> _Exercise requirements_
Please return the entries, omitting and altering nothing.

> _Data records_
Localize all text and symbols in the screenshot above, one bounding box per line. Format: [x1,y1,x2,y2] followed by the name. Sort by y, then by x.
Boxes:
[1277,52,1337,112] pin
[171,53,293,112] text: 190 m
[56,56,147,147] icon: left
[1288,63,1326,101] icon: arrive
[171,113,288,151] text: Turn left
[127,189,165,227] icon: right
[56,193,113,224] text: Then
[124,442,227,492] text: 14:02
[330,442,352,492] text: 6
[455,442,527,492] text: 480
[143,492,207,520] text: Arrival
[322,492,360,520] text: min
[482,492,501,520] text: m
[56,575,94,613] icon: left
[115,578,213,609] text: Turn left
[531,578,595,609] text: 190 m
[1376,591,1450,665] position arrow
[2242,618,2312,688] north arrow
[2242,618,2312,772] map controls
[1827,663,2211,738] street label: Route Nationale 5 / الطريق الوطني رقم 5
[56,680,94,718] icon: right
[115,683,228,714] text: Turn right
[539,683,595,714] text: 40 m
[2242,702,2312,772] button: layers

> _Answer for the task_
Localize all text and symbols in the screenshot above, one bounding box per line. Format: [x1,y1,x2,y2] followed by the name. Sort by y, then by x.
Boxes:
[1277,52,1337,112] pin
[171,53,293,112] text: 190 m
[56,56,147,147] icon: left
[1288,63,1326,101] icon: arrive
[171,113,288,151] text: Turn left
[127,189,165,227] icon: right
[56,193,113,224] text: Then
[124,442,227,492] text: 14:02
[330,442,352,492] text: 6
[455,442,527,492] text: 480
[143,492,207,520] text: Arrival
[322,492,360,520] text: min
[482,492,501,520] text: m
[56,575,94,613] icon: left
[115,578,213,609] text: Turn left
[531,578,595,609] text: 190 m
[1376,591,1450,665] position arrow
[2242,618,2312,688] north arrow
[2242,618,2312,772] map controls
[1827,663,2211,738] street label: Route Nationale 5 / الطريق الوطني رقم 5
[56,680,94,718] icon: right
[115,683,228,714] text: Turn right
[539,683,595,714] text: 40 m
[2242,702,2312,772] button: layers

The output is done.